• [Instructions for the task]
Filter task. Return each line of the material that holds the string "currentColor".

____

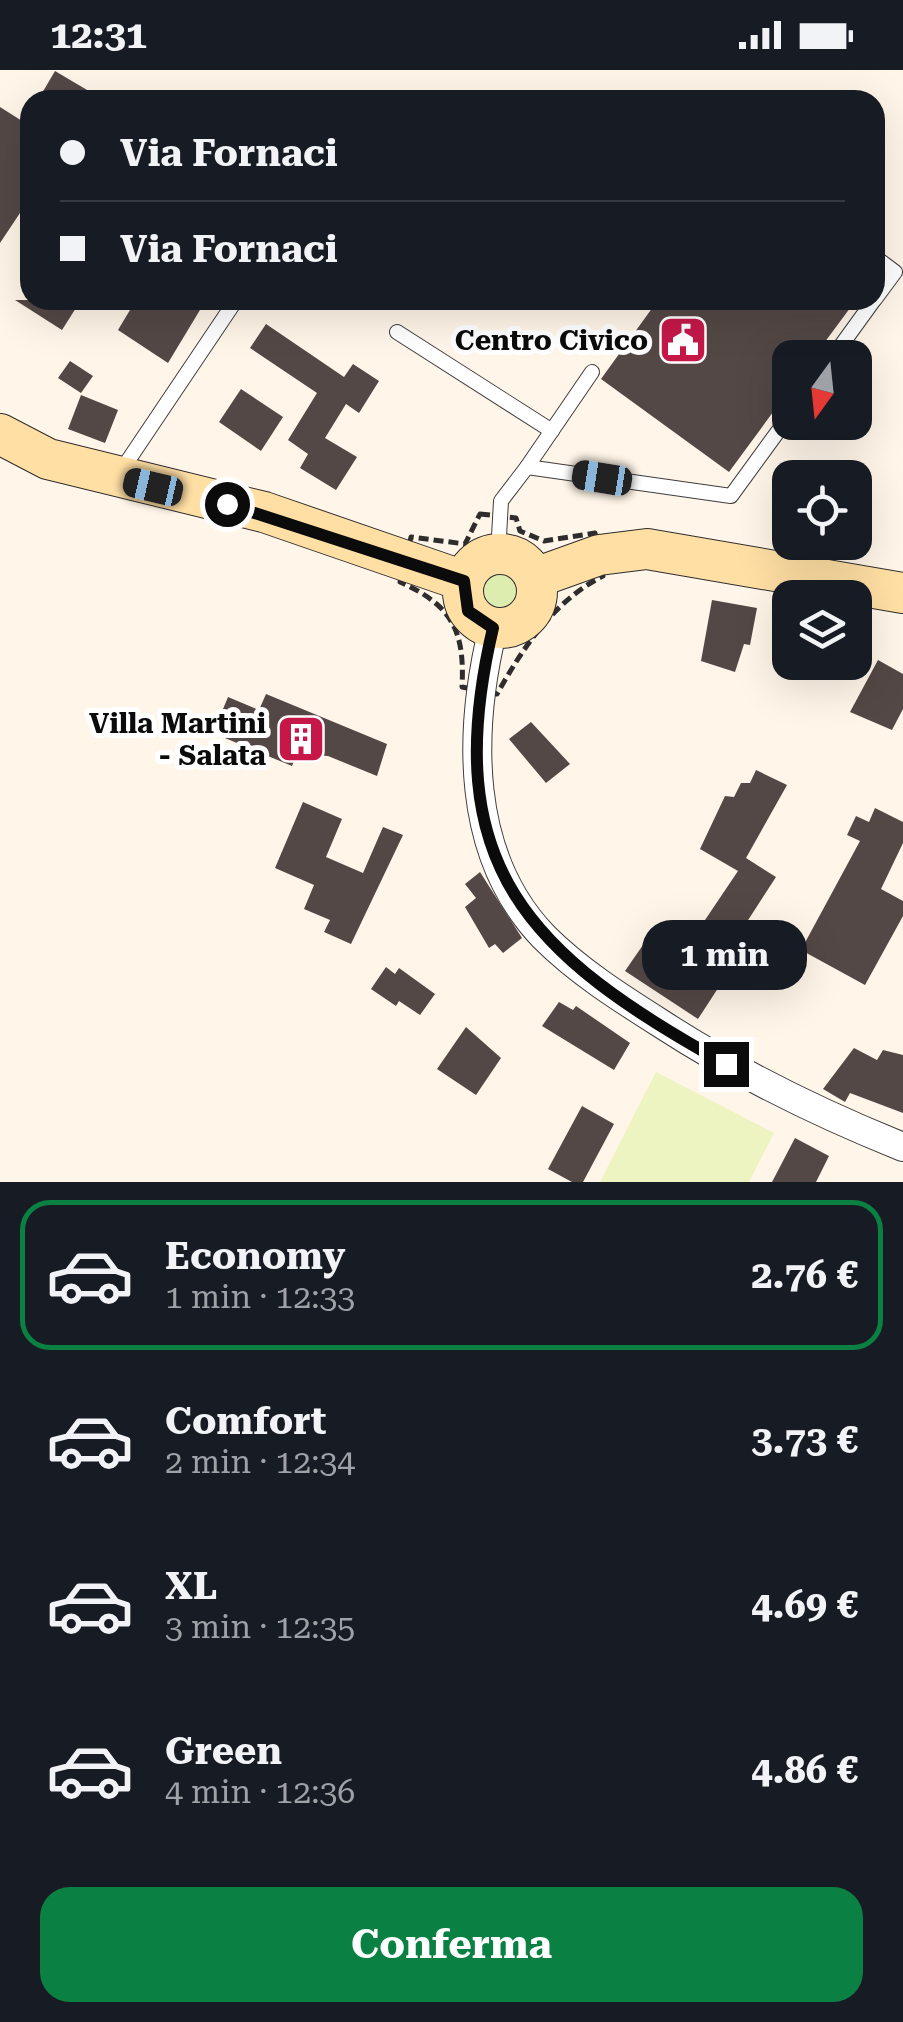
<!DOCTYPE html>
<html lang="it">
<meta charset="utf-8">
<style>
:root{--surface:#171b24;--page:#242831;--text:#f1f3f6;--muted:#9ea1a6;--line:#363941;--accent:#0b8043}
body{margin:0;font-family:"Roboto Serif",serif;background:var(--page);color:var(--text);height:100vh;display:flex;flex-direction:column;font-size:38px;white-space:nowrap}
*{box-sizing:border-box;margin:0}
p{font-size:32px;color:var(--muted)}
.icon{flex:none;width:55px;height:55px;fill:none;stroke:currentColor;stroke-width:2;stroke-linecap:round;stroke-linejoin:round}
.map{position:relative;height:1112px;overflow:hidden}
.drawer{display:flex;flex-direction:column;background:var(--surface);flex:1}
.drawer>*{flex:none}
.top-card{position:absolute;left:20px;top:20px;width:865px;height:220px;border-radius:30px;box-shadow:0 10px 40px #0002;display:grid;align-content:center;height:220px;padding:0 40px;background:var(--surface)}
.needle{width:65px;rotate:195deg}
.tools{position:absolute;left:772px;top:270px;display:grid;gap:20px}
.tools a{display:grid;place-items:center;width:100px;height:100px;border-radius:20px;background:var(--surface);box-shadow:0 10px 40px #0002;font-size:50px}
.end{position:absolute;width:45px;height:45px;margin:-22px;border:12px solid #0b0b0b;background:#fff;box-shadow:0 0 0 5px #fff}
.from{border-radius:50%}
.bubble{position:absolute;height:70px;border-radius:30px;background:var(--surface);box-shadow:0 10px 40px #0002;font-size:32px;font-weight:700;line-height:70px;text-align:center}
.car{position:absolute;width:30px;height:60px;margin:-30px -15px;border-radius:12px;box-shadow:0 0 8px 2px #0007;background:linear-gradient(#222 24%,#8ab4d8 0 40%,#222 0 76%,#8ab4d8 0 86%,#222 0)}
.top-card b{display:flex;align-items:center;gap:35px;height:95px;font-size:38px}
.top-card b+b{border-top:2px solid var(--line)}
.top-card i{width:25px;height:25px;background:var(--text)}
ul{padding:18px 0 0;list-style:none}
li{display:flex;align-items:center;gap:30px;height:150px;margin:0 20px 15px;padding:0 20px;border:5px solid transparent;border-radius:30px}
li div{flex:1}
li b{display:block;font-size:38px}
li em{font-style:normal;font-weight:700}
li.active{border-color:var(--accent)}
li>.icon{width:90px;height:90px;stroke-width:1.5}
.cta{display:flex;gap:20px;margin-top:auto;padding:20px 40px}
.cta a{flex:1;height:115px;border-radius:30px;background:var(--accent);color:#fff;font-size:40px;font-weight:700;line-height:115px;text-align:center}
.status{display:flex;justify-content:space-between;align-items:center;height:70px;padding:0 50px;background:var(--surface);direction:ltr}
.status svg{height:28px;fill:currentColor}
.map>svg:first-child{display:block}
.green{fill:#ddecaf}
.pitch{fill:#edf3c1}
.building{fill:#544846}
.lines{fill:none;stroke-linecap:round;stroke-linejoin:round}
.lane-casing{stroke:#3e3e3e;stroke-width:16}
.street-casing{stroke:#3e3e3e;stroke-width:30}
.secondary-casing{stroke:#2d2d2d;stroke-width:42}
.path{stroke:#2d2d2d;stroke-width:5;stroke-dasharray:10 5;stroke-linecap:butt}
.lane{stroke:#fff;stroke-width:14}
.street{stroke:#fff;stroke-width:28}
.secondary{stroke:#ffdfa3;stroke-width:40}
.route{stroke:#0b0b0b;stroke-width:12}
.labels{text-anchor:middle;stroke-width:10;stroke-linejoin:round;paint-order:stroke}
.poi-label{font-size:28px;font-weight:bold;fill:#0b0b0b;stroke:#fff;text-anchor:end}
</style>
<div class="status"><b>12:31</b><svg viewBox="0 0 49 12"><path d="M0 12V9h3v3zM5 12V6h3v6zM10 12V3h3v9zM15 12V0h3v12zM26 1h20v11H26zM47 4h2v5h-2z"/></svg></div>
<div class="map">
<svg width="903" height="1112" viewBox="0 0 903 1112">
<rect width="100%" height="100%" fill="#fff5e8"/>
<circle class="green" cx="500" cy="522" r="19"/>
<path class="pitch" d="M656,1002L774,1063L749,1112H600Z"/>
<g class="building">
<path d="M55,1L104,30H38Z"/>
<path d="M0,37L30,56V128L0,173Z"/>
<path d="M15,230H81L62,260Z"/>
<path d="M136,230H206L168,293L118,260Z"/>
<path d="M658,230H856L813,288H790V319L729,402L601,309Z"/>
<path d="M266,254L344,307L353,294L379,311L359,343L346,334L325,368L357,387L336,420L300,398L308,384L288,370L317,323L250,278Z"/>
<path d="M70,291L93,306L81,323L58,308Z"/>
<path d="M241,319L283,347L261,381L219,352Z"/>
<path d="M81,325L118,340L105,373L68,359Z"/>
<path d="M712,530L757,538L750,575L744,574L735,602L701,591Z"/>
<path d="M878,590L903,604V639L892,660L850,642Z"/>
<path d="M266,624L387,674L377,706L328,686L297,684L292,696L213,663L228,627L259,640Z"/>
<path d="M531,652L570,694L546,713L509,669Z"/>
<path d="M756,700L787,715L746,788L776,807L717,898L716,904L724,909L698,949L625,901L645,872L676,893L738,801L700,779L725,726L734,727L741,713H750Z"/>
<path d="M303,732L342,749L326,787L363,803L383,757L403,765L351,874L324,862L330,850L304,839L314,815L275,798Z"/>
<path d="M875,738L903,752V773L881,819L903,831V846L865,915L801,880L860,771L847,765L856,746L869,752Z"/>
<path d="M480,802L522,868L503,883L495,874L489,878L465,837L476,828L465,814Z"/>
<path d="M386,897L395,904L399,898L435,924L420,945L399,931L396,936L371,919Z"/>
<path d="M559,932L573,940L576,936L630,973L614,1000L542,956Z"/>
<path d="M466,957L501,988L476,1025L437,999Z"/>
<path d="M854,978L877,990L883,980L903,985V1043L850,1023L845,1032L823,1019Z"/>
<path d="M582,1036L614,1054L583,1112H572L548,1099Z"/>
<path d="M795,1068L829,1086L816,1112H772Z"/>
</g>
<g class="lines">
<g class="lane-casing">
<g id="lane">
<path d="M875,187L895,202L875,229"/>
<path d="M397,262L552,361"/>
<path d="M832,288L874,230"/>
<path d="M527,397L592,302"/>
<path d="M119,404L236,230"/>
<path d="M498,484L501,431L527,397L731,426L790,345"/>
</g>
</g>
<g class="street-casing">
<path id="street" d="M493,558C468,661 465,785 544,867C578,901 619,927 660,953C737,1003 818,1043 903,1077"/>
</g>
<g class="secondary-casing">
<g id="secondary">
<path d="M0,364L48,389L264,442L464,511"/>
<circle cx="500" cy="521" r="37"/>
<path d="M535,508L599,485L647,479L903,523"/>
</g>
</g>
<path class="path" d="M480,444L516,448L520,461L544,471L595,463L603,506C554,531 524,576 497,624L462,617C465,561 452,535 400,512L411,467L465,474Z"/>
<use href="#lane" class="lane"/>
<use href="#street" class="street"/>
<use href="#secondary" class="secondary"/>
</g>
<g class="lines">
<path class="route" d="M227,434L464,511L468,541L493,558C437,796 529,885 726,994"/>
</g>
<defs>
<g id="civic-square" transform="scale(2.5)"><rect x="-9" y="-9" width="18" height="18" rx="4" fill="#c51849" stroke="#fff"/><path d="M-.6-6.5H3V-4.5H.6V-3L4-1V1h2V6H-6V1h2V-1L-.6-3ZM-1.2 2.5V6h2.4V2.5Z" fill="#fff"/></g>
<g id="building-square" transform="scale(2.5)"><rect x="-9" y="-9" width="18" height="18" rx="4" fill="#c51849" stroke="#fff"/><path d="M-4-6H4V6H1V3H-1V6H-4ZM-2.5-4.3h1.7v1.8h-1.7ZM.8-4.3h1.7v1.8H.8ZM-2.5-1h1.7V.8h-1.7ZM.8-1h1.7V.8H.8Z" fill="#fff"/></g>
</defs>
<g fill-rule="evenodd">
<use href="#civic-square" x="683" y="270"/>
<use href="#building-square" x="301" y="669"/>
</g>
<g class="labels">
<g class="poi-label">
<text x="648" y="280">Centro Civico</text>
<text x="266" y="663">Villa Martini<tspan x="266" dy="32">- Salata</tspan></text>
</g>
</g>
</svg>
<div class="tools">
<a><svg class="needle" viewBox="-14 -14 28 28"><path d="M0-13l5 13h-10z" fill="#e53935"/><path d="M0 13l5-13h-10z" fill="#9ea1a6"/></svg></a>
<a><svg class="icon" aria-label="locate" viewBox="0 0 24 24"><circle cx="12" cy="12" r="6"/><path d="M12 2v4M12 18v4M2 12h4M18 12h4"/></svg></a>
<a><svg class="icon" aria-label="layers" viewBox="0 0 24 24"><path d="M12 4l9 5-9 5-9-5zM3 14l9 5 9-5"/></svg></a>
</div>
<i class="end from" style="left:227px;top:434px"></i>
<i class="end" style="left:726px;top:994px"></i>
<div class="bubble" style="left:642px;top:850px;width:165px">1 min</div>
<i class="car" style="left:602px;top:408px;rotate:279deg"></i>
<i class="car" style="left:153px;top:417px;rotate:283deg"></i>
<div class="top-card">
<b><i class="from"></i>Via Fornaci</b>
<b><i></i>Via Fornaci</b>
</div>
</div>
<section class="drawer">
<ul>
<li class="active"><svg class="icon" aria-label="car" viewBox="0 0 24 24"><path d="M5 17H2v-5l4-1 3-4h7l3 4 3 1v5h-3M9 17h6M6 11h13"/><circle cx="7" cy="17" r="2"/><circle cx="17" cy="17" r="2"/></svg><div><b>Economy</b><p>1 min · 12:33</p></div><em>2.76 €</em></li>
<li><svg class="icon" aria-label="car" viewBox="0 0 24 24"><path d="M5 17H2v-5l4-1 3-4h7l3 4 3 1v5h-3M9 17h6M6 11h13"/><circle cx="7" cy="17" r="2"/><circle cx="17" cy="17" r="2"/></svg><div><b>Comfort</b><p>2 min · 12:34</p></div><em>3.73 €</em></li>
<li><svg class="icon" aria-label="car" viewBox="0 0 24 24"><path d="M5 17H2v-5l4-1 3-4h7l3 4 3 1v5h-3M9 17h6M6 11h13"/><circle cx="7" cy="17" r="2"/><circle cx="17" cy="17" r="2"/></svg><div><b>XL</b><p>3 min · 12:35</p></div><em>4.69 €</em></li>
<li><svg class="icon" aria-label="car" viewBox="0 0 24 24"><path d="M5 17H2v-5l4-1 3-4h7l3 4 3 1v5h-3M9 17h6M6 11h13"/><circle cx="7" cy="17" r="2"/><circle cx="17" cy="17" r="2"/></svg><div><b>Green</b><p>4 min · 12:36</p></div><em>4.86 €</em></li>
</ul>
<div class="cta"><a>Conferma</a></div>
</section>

____

• [Response to the task]
.icon{flex:none;width:55px;height:55px;fill:none;stroke:currentColor;stroke-width:2;stroke-linecap:round;stroke-linejoin:round}
.status svg{height:28px;fill:currentColor}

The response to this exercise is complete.